#### [About this exercise]
Every line from the one containing "M867 248 928 270" to the one containing "M564 565C581 590 595 609 626 617" in the records below, both included, must be set down exactly, and no other line.

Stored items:
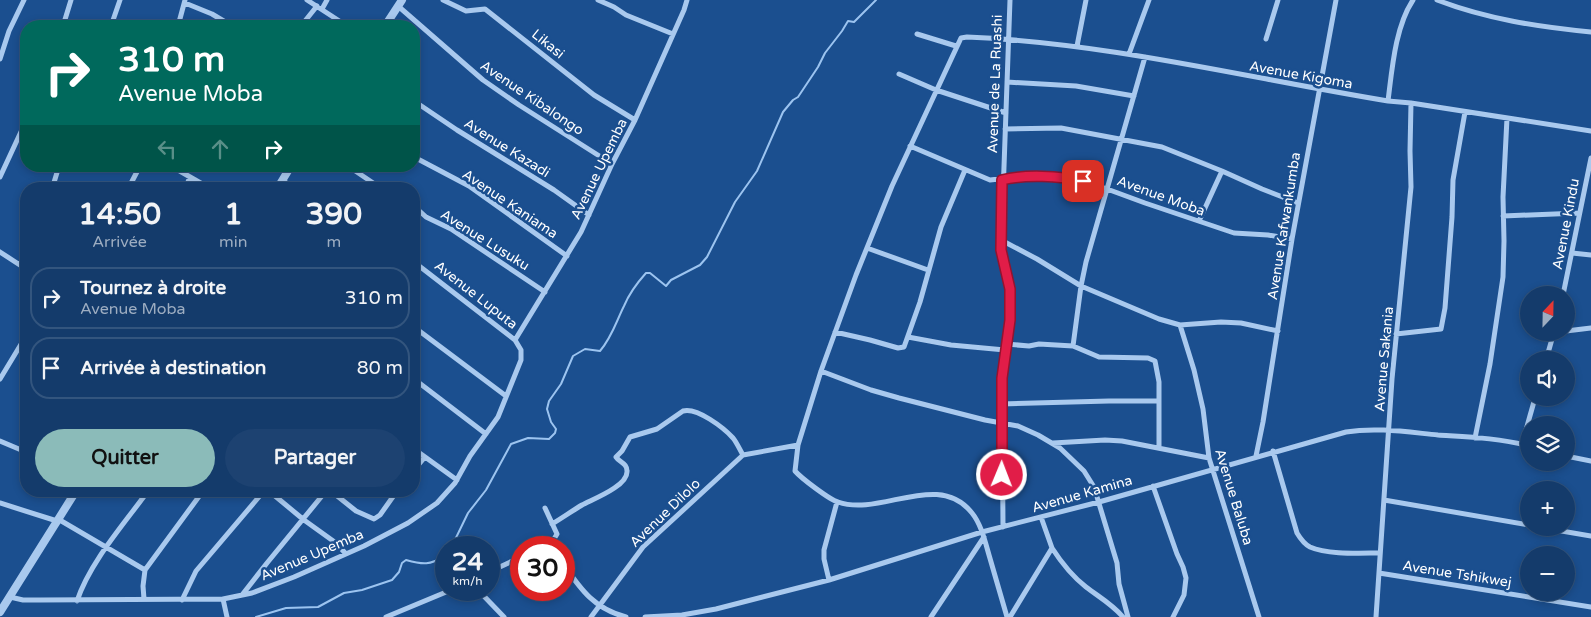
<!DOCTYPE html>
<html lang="fr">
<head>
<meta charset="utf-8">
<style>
  :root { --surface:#143b6b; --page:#1d4271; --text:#f1f3f6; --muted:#9dadc1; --line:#33557e; --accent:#8bbbb9 }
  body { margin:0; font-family:"Varela Round",sans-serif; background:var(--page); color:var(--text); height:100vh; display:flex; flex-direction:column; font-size:19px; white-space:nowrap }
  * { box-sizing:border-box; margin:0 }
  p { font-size:16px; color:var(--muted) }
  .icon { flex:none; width:28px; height:28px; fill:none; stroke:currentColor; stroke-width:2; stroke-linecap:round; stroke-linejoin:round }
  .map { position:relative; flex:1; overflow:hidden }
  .panel { position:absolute; left:20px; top:182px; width:400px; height:315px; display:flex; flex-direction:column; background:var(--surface); border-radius:20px; box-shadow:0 2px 8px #0003,0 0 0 1px var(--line) }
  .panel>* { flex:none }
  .top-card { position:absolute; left:20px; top:20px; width:400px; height:152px; border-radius:20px; box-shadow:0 2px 8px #0003,0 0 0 1px var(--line); background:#00695c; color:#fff; overflow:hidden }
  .needle { width:32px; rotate:22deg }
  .buttons { position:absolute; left:1520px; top:286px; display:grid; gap:10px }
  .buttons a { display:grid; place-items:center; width:55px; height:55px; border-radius:50%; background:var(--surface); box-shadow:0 2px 8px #0003,0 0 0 1px var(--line); font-size:25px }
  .speed { position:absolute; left:435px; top:536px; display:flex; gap:10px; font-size:25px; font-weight:700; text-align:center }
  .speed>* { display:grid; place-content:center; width:65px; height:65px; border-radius:50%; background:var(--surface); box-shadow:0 2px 8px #0003,0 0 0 1px var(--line); line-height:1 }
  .speed small { font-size:12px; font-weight:400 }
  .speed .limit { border:8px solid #d22; background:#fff; color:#111 }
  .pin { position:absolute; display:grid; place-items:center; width:42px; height:42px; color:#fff; margin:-21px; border-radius:10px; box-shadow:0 2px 8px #0006 }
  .me { position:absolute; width:55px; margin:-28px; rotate:1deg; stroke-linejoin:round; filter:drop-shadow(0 0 4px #0008) }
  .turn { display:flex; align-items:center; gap:18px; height:105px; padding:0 15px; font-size:22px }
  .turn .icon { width:65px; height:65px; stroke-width:2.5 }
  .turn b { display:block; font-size:35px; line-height:42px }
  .lanes { display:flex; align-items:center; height:48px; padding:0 15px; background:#0003; justify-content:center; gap:25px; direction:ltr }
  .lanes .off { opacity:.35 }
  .eta { display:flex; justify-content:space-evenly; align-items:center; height:85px; text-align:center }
  .eta b { font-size:30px; font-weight:700; line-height:35px }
  .action { display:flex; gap:10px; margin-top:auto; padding:10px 15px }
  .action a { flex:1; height:58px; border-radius:30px; background:var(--accent); color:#111; font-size:20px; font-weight:700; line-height:58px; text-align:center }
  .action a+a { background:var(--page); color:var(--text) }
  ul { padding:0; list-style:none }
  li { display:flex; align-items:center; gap:15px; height:62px; margin:0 10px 8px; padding:0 5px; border:2px solid var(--line); border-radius:20px }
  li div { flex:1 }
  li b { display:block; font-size:19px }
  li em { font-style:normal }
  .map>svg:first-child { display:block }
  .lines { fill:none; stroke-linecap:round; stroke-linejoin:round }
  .stream { stroke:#9cc4f0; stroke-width:2 }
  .minor { stroke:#a9c9ee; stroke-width:5 }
  .tertiary { stroke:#a9c9ee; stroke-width:8 }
  .route-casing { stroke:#92132f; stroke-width:12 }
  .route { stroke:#e11d48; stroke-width:9 }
  .labels { text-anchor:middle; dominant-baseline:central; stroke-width:5; stroke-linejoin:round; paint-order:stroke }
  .street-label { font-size:14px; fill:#fff; stroke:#1b4f8f }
</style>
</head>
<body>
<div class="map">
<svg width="1591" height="617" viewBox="0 0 1591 617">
  <rect width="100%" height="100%" fill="#1b4f8f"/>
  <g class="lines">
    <path class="stream" d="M451 548 468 513 486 490 511 444 528 438 549 439 555 433 556 429 551 422 547 409 549 401 561 384 573 356 585 349 600 351C612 337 616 322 624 306 629 294 637 283 646 273H650L666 286 671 280 700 265 707 257 735 202 757 171 783 112 793 100 798 97 818 67 825 53 842 31 848 21 854 22 876 0
      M256 617 286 608 318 607 344 593 362 590 392 580 399 572 402 563 406 560C424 565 429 565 446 556"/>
    <path class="minor" d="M307 0 347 26
      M443 0 466 11 485 9 594 95 635 120
      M598 0 614 7 626 15 673 34
      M1437 0C1486 19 1539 27 1591 32
      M185 3 212 14 232 26
      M398 6 483 80 519 105 612 164
      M322 9 327 0
      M63 26 71 0
      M111 26 120 0
      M178 26 185 0
      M301 26 317 6
      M917 34 956 46
      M1266 39 1278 0
      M1077 46 1086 0
      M1129 54 1149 0
      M0 59 9 31 24 0
      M899 74 936 90 1006 113
      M1007 82 1076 86 1134 96
      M414 101 457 130 554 190 589 215
      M1388 101C1392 70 1395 27 1413 0
      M1005 129 1061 128 1162 147 1222 171
      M910 146 990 180 1017 177 1069 178 1107 189 1145 203 1234 233 1268 235 1292 239
      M414 157 469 186 567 256
      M171 166 211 189
      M348 166 382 189
      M0 177 26 121
      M282 180 296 189
      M52 189 59 166
      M128 189 140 166
      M185 189 190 177
      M414 206 426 217 451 229 545 292
      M1503 216 1579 213
      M1199 221 1222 171 1262 189 1298 203
      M1001 240 1037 259 1081 286 1159 319 1180 325 1221 322 1241 323 1278 331
      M867 248 928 270
      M0 252 26 269
      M1572 253 1591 255
      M20 265 26 250
      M1563 295 1591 158
      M1180 325 1194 370 1203 409 1209 458 1259 617
      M414 327 506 396
      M1566 331 1591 328
      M835 332 870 340 898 348 904 347 920 302 941 227 965 170
      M1396 334 1441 329 1445 308 1452 217 1453 180 1465 112
      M908 337 951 345 1005 350
      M515 340 581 232 612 164 635 120 684 10 687 0
      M1006 344 1029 346 1039 344 1073 346 1099 357 1148 358 1155 361 1159 382V448
      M1073 346 1081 286 1086 262 1145 57
      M1546 360 1554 332
      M821 371 871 390 899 398 985 420 1018 426 1038 435 1060 448 1084 471 1094 487 1117 563 1119 584 1128 617
      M0 379 26 336
      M414 379 486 434
      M1001 404 1109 401H1159
      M1475 438 1490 364 1503 277 1504 241 1503 197 1507 118
      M0 441 26 452
      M1053 443 1105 440 1122 441 1209 458
      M1522 444 1535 398
      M414 449 457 480
      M1273 451 1297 533C1300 538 1304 544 1310 547 1328 555 1361 553 1380 553
      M743 455 798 445
      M1256 456 1263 422 1292 239 1336 0
      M1566 456 1591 461
      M414 470 425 457
      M1153 486 1177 554 1183 567 1186 578 1184 595 1173 617
      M269 491 304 520 336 543 346 554
      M331 491 356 511 374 519 380 515 397 491
      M1384 500 1529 525
      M0 503 57 521
      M58 519 145 570
      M552 524C562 518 572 511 582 505 593 499 628 486 627 471 627 463 620 463 616 457L622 451 630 437 657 429 683 411C697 407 724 428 733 438 737 443 740 450 743 455
      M1003 527 1002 378 1003 359 1010 320V289L1001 250 1010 0
      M1544 528 1591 536
      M540 548 554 539 557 534 545 508
      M1052 548C1061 562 1072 576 1086 587 1099 597 1112 604 1123 617
      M564 565C581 590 595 609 626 617
      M489 572 521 557
      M1379 573 1591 607
      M829 580 824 559V550L837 502
      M478 590 504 617
      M242 595 267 563 326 491
      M10 597 23 600H40L223 599 252 593 294 577 364 546 408 523 437 503 455 483 470 456 498 417 521 360V350L515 340 414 262
      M144 599 143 586 145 570 203 491
      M223 599 227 617
      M182 600 196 571 264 491
      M77 601C90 562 124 524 148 491
      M386 617 451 590
      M591 617 643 547 743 455
      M645 617 682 615 716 609 829 580 982 532 1099 502 1346 432C1376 427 1407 432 1438 435 1468 437 1499 438 1529 446
      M931 617 984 537
      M1007 617C1001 596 995 576 989 555 985 541 981 524 972 513 938 470 881 517 838 502 830 500 801 478 795 471L798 445 821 371 856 275 892 186 961 38 967 37C1109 43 1248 78 1388 101L1411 103 1591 131
      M1010 617 1052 548 1041 517
      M1376 617 1392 379 1411 187 1410 151 1411 103"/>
    <path class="tertiary" d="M385 26 402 0
      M277 189 291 166
      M0 612 76 491"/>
  </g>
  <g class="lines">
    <defs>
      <path id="route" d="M1002 475V378L1010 320V289L1001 250 1002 180C1025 174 1060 176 1083 181"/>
    </defs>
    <use href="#route" class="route-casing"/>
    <use href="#route" class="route"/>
  </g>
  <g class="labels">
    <g class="street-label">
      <text transform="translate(548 44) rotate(39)">Likasi</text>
      <text transform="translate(1301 75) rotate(10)">Avenue Kigoma</text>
      <text transform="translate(995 84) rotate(-88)">Avenue de La Ruashi</text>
      <text transform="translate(532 98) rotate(34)">Avenue Kibalongo</text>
      <text transform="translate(507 148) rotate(32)">Avenue Kazadi</text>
      <text transform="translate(599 169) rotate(-64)">Avenue Upemba</text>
      <text transform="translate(1161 196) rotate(20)">Avenue Moba</text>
      <text transform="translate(510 204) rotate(34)">Avenue Kaniama</text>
      <text transform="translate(1566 224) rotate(-79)">Avenue Kindu</text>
      <text transform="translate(1284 226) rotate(-81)">Avenue Kafwankumba</text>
      <text transform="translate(485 240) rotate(32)">Avenue Lusuku</text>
      <text transform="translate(476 295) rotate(38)">Avenue Luputa</text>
      <text transform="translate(1384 359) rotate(-85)">Avenue Sakania</text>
      <text transform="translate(1082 494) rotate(-16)">Avenue Kamina</text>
      <text transform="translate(1234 497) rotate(73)">Avenue Baluba</text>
      <text transform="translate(665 513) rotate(-44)">Avenue Dilolo</text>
      <text transform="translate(312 555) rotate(-23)">Avenue Upemba</text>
      <text transform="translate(1457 574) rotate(9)">Avenue Tshikwej</text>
    </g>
  </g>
</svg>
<div class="buttons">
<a><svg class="needle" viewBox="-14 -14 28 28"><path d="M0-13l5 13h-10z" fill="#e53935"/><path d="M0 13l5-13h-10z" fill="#9dadc1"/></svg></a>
<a><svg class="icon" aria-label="sound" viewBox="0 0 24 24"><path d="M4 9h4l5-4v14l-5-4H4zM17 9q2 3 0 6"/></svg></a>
<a><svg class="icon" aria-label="layers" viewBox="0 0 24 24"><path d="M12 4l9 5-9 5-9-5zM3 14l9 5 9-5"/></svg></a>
<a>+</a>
<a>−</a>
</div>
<div class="speed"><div>24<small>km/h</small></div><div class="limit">30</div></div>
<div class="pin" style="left:1083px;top:181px;background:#d93025"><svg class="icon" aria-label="arrive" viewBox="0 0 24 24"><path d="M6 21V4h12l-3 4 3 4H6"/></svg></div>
<svg class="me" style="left:1002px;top:475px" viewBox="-20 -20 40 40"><circle r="17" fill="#e11d48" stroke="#fff" stroke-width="3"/><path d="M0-11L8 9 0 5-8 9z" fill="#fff"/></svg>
<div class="top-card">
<div class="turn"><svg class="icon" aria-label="right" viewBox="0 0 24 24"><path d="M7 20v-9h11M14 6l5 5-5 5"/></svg><div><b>310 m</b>Avenue Moba</div></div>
<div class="lanes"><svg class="icon off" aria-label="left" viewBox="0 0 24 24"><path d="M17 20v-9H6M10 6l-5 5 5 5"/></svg><svg class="icon off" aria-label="ahead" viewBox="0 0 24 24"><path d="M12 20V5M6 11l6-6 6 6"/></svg><svg class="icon" aria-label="right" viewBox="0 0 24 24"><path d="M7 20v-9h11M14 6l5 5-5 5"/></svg></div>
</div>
<section class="panel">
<div class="eta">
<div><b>14:50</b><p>Arrivée</p></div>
<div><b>1</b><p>min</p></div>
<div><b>390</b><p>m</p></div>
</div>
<ul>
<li><svg class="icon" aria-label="right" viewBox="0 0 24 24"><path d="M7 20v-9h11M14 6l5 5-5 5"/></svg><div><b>Tournez à droite</b><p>Avenue Moba</p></div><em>310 m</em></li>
<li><svg class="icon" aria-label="arrive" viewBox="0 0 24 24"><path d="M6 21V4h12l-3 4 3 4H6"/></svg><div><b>Arrivée à destination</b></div><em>80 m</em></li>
</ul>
<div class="action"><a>Quitter</a><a>Partager</a></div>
</section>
</div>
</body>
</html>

#### [Task solution]
      M867 248 928 270
      M0 252 26 269
      M1572 253 1591 255
      M20 265 26 250
      M1563 295 1591 158
      M1180 325 1194 370 1203 409 1209 458 1259 617
      M414 327 506 396
      M1566 331 1591 328
      M835 332 870 340 898 348 904 347 920 302 941 227 965 170
      M1396 334 1441 329 1445 308 1452 217 1453 180 1465 112
      M908 337 951 345 1005 350
      M515 340 581 232 612 164 635 120 684 10 687 0
      M1006 344 1029 346 1039 344 1073 346 1099 357 1148 358 1155 361 1159 382V448
      M1073 346 1081 286 1086 262 1145 57
      M1546 360 1554 332
      M821 371 871 390 899 398 985 420 1018 426 1038 435 1060 448 1084 471 1094 487 1117 563 1119 584 1128 617
      M0 379 26 336
      M414 379 486 434
      M1001 404 1109 401H1159
      M1475 438 1490 364 1503 277 1504 241 1503 197 1507 118
      M0 441 26 452
      M1053 443 1105 440 1122 441 1209 458
      M1522 444 1535 398
      M414 449 457 480
      M1273 451 1297 533C1300 538 1304 544 1310 547 1328 555 1361 553 1380 553
      M743 455 798 445
      M1256 456 1263 422 1292 239 1336 0
      M1566 456 1591 461
      M414 470 425 457
      M1153 486 1177 554 1183 567 1186 578 1184 595 1173 617
      M269 491 304 520 336 543 346 554
      M331 491 356 511 374 519 380 515 397 491
      M1384 500 1529 525
      M0 503 57 521
      M58 519 145 570
      M552 524C562 518 572 511 582 505 593 499 628 486 627 471 627 463 620 463 616 457L622 451 630 437 657 429 683 411C697 407 724 428 733 438 737 443 740 450 743 455
      M1003 527 1002 378 1003 359 1010 320V289L1001 250 1010 0
      M1544 528 1591 536
      M540 548 554 539 557 534 545 508
      M1052 548C1061 562 1072 576 1086 587 1099 597 1112 604 1123 617
      M564 565C581 590 595 609 626 617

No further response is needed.